SECCO - Chile: The coupled vegetation, weathering, erosion and sediment-export response to climate change unraveled from novel proxies in Chilean marine sediment

 

Investigator Names and Contact Info:

  • Anne Bernhardt (Geology / Sedimentology). Department of Geosciences, Free University of Berlin, Germany
  • Hella Wittmann-Oelze (Geochemistry). German Research Centre for GeoSciences (GFZ) Potsdam, Germany
  • Dirk Sachse (Paleohydrology / Organic Geochemistry). German Research Centre for GeoSciences (GFZ) Potsdam, Germany
  • Patrick Frings (Geochemistry). German Research Centre for GeoSciences (GFZ) Potsdam, Germany

 

Chilean Collaborators Involved:

  • Antonio Maldonado (Paleoclimate).

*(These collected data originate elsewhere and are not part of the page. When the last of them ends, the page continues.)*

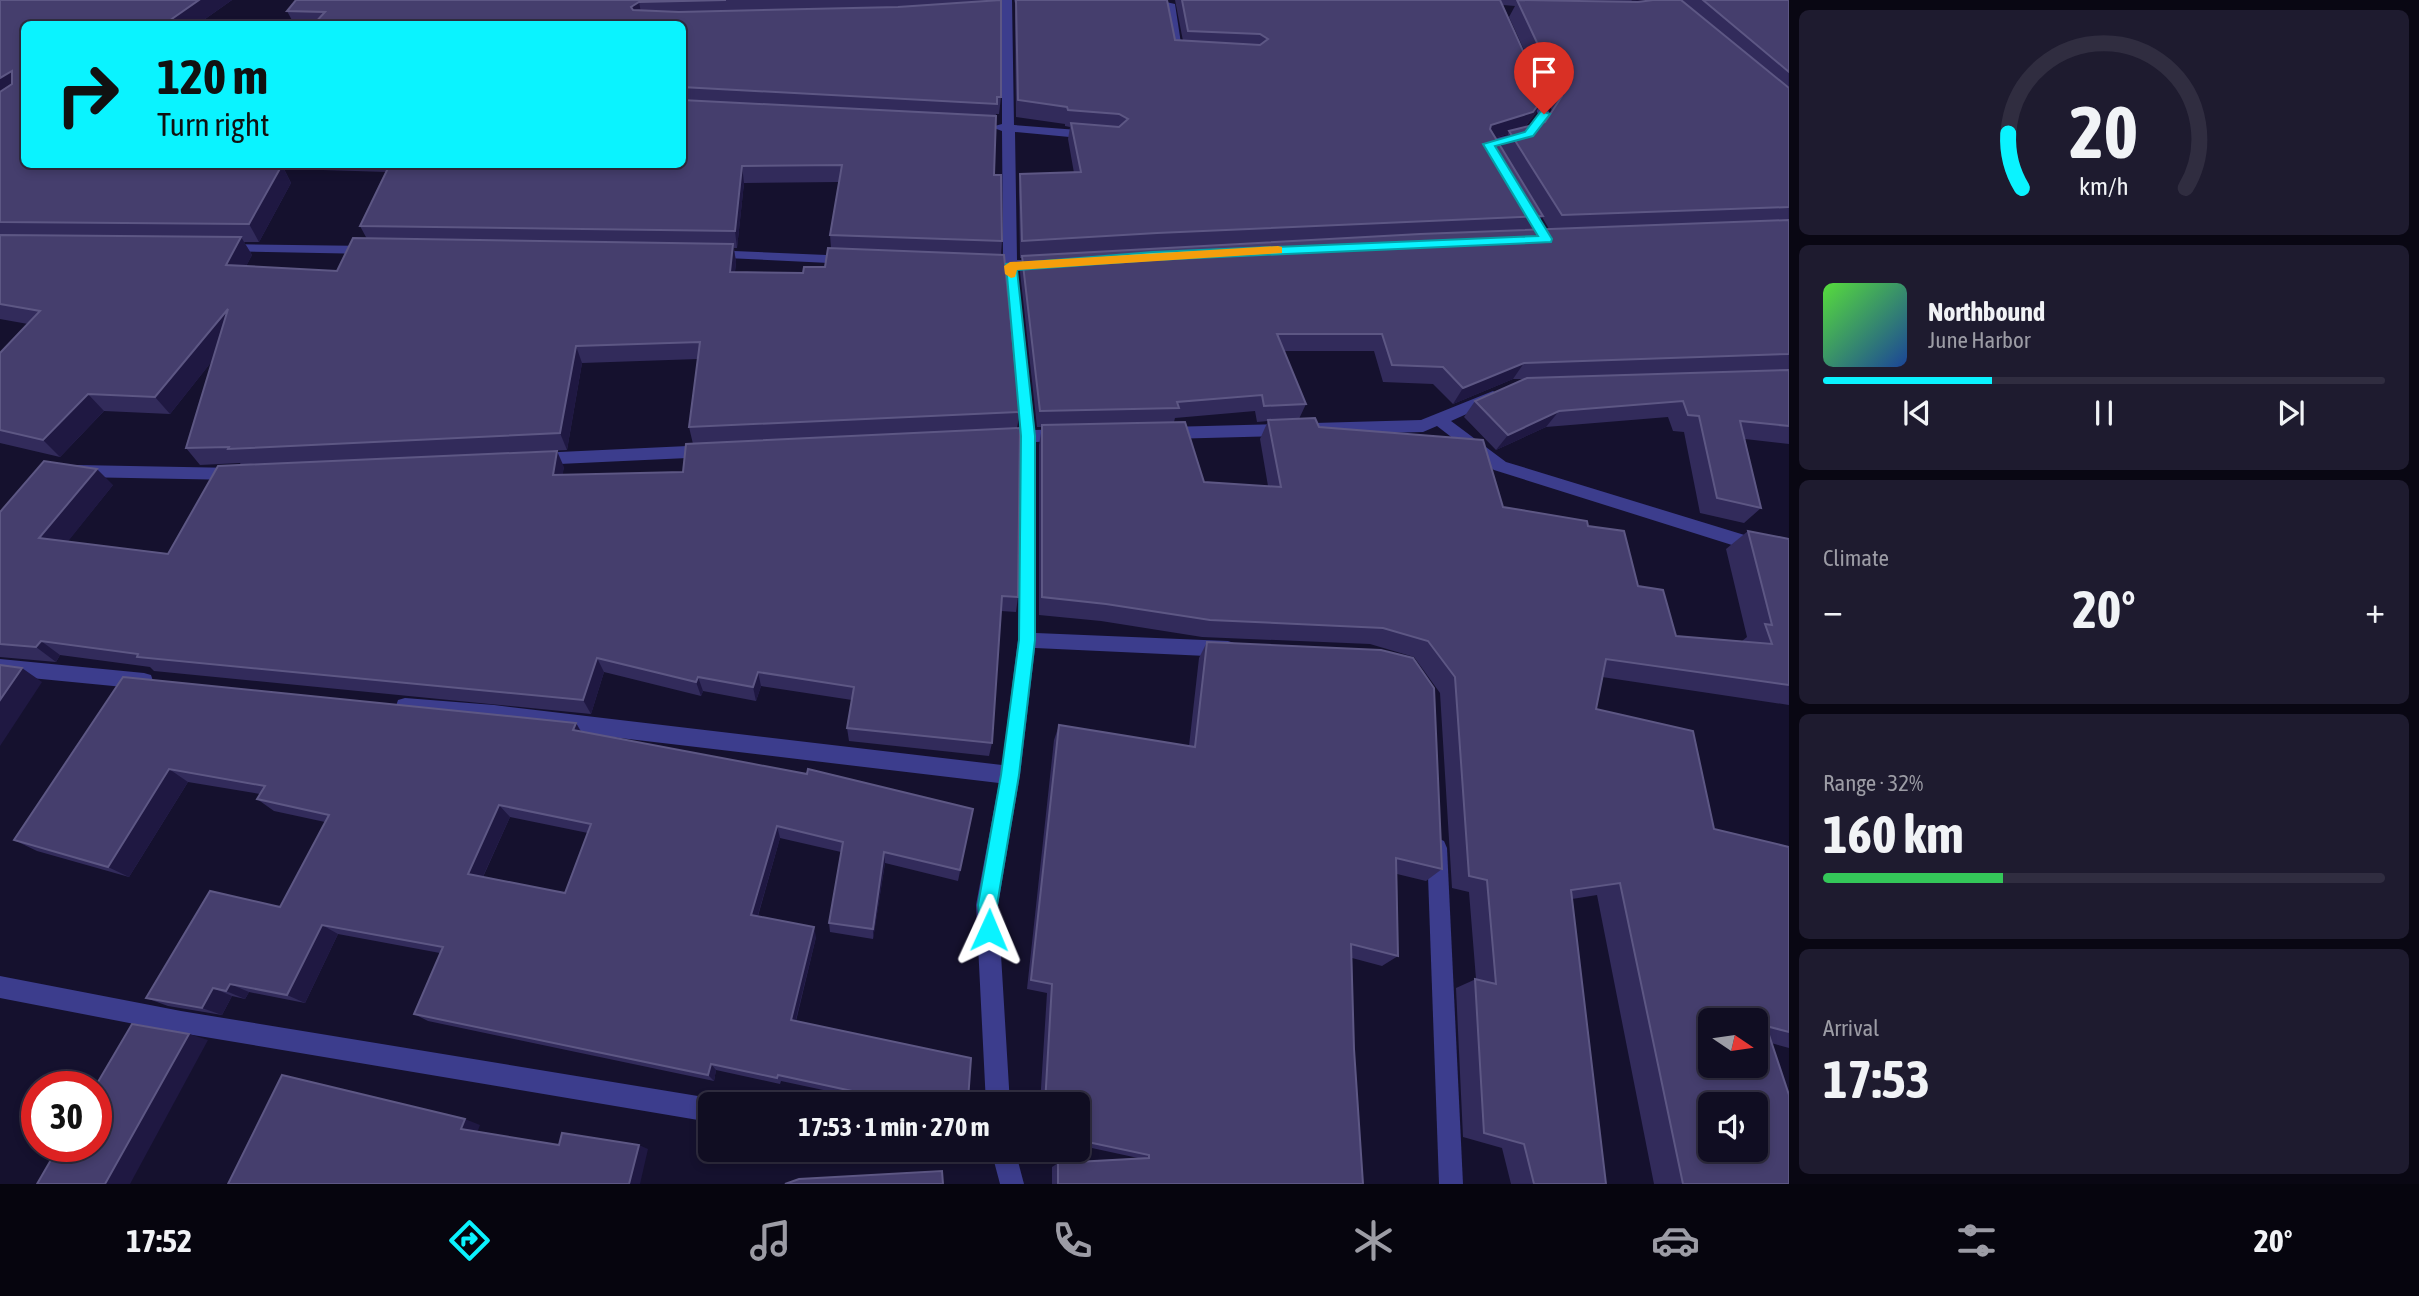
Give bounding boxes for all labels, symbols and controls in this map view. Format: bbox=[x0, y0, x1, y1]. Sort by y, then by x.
pin bbox=[1514, 42, 1574, 114]
text: 120 m bbox=[157, 48, 268, 104]
icon: right bbox=[42, 49, 133, 140]
icon: arrive bbox=[1525, 53, 1563, 91]
text: 20 bbox=[2070, 91, 2138, 174]
text: Turn right bbox=[157, 106, 270, 143]
text: km/h bbox=[2079, 172, 2129, 200]
text: Northbound bbox=[1928, 297, 2045, 327]
text: June Harbor bbox=[1928, 327, 2031, 353]
icon: previous bbox=[1898, 394, 1936, 432]
icon: pause bbox=[2085, 394, 2123, 432]
icon: next bbox=[2272, 394, 2310, 432]
text: Climate bbox=[1823, 545, 1889, 571]
text: 20° bbox=[2072, 579, 2136, 639]
text: − bbox=[1823, 588, 1843, 631]
text: + bbox=[2365, 588, 2385, 631]
text: Range · 32% bbox=[1823, 770, 1923, 796]
text: 160 km bbox=[1823, 804, 1964, 864]
position arrow bbox=[952, 893, 1026, 967]
north arrow bbox=[1698, 1008, 1768, 1078]
map controls bbox=[1698, 1008, 1768, 1162]
text: Arrival bbox=[1823, 1015, 1879, 1041]
text: 17:53 bbox=[1823, 1049, 1930, 1109]
speed limit sign: 30 bbox=[21, 1071, 112, 1162]
button: sound bbox=[1698, 1092, 1768, 1162]
text: 17:53 · 1 min · 270 m bbox=[799, 1112, 989, 1142]
icon: directions bbox=[445, 1216, 494, 1265]
icon: music bbox=[746, 1216, 795, 1265]
icon: phone bbox=[1048, 1216, 1097, 1265]
icon: climate bbox=[1349, 1216, 1398, 1265]
icon: car bbox=[1651, 1216, 1700, 1265]
icon: filters bbox=[1952, 1216, 2001, 1265]
text: 17:52 bbox=[126, 1222, 192, 1259]
text: 20° bbox=[2254, 1222, 2293, 1259]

Universidad La Serena & Centro de Estudios Avanzados en Zonas Áridas (CEAZA), Chile
  • Daniel Melnick (Geodynamics). Universidad Austral, Valdivia, Chile

 

 

 

 

 

PhD 5a: mSecco

Quantifying modern links between vegetation, hydrology and Earth surface processes from inorganic and organic geochemical proxies in Chilean modern river sediment.

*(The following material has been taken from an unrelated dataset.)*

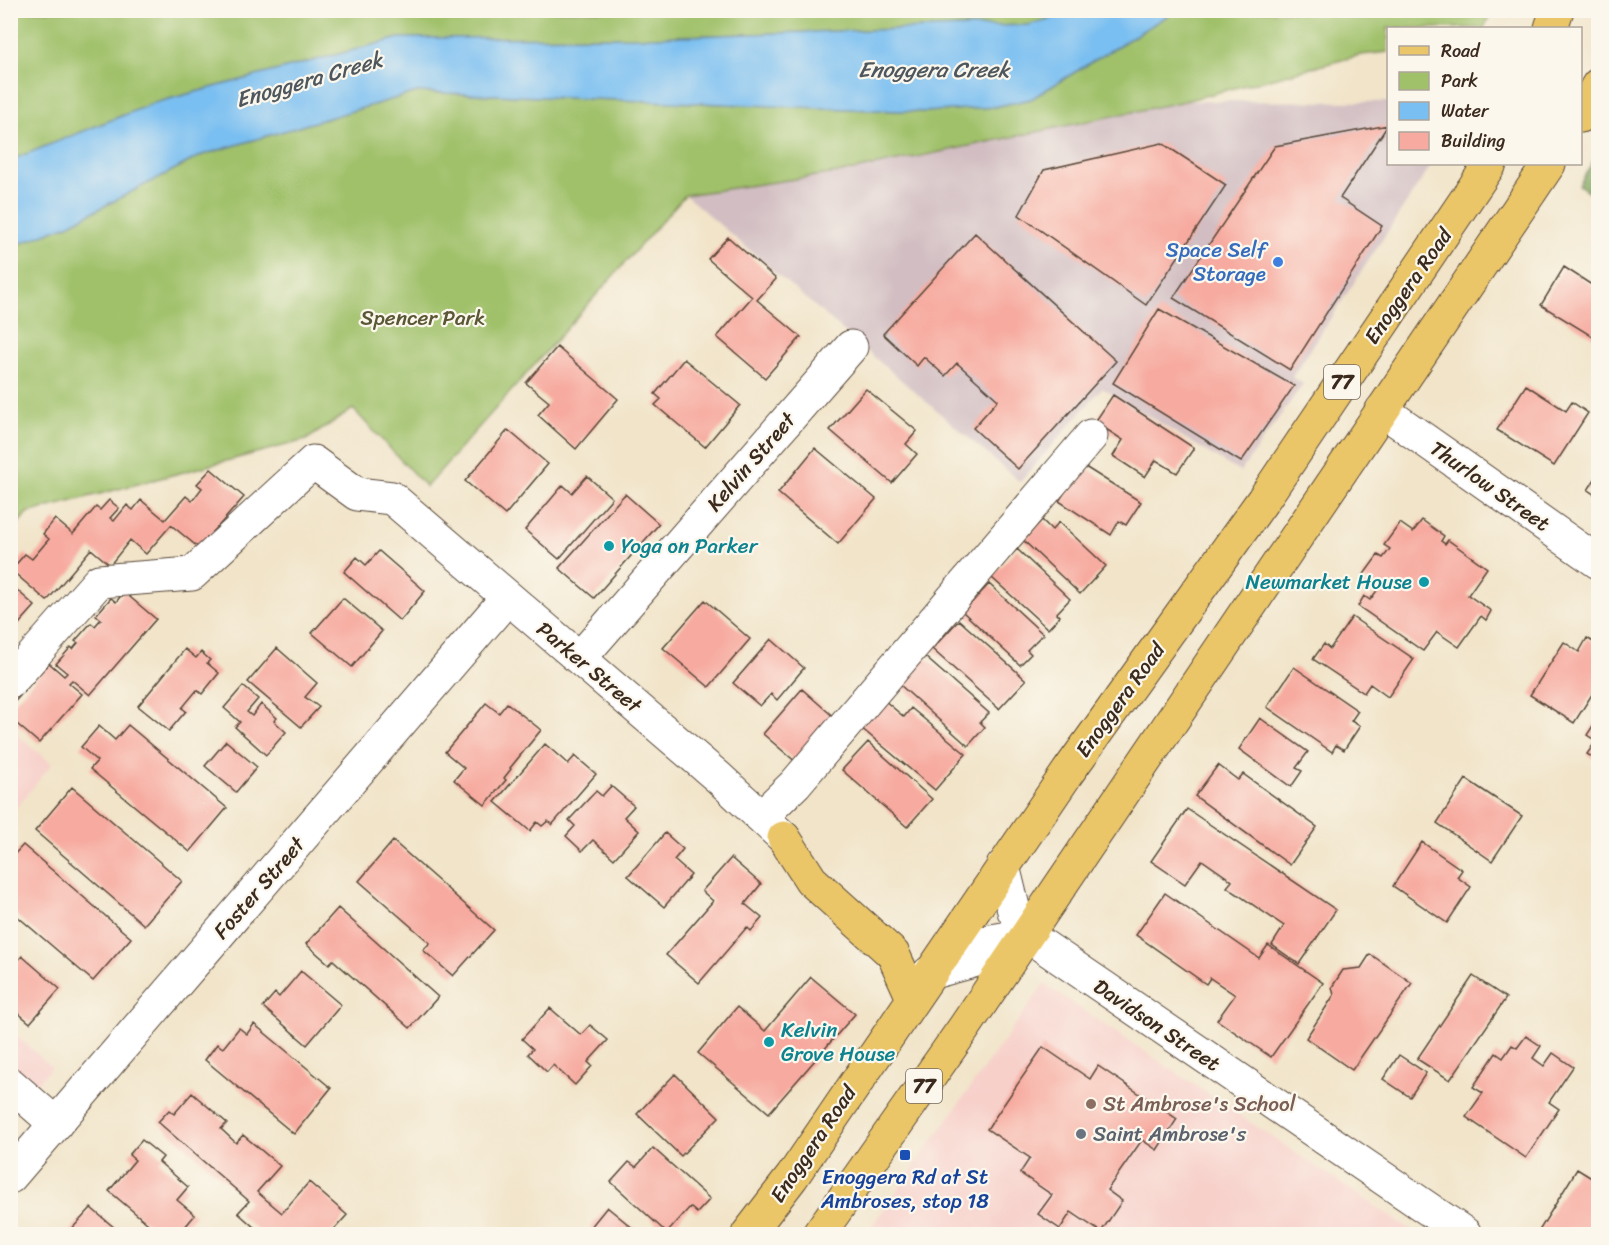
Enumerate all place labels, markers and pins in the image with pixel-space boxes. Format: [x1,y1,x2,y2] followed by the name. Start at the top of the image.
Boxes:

supervisor: H. Wittmann-Oelze, co-supervisors: D. Sachse, P. Frings, A. Bernhardt

 

 

PhD 5b: pSecco

Reconstruction of changes in paleohydrology, vegetation and earths surface processes from inorganic and organic geochemical proxies in marine sediment from the Last Gracial Maximum to present.

supervisor: A. Bernhardt, co-supervisors: D. Sachse, P. Frings, H. Wittmann-Oelze

 

 

 

 

Project summary:

Understanding landscape response to climate change is a central problem in the geosciences today, as substantial future changes in precipitation patterns and intensity are expected. Here we aim to investigate these responses by taking advantage of the unique vegetation and hydrological gradient along the Chilean continental margin and the climatic change over the last 20.000 years recorded in marine sedimentary archives off-shore.

Specifically, this project seeks to identify the cascade of changes in weathering, erosion, and sediment export following the large hydrologic and vegetation changes along the Chilean coast from the Last Glacial Maximum (LGM) to present. We will use state-of-the-art tools, e.g. compound distribution, and compound-specific carbon and hydrogen isotope composition of leaf wax n-alkanes as indicators for vegetation type and hydrology, Lithium stable isotopes to constrain weathering intensity, and meteoric cosmogenic 10Beryllium (10Be) to stable 9Be (10Be/9Be) ratios to quantify weathering and erosion rates. In detail, this project will:

a) Identify how present-day climate, vegetation, weathering, and erosion vary along the Chilean margin and how they are recorded in inorganic and organic geochemical proxies. This aim requires establishing how modern gradients in hydrology, vegetation, weathering, and erosion are recorded in the proxies and thus the analysis of suspended sediment material from modern rivers draining the Chilean ranges and the analysis of marine surface sediment. This will lead to a calibration of the proxies, as well as an assessment of their fidelity in marine surface sediments by a comparison of the core tops with the modern river data.

b) Reconstruct the temporal development of climate, vegetation, weathering, erosion, and sediment export since the LGM along the Chilean margin. To achieve this aim, we will analyze three marine sediment cores covering the time period from the LGM (ca. 20.000 years ago) to today with inorganic and organic proxies.

3) Identify the temporal leads and lags between climate, vegetation, weathering, erosion and sediment export, and analyze and mechanistically understand spatio- temporal patterns and their differences in the studied regions (i.e. arid, semi-arid, humid). We will compare lead and lag-time patterns between the key proxies along three study sites of the Chilean climate gradient to understand drivers of these lags and the feedbacks between climate, vegetation, weathering, erosion, and sediment export to the ocean.

This proposal is a first-time proposal and newly established within EarthShape phase 2.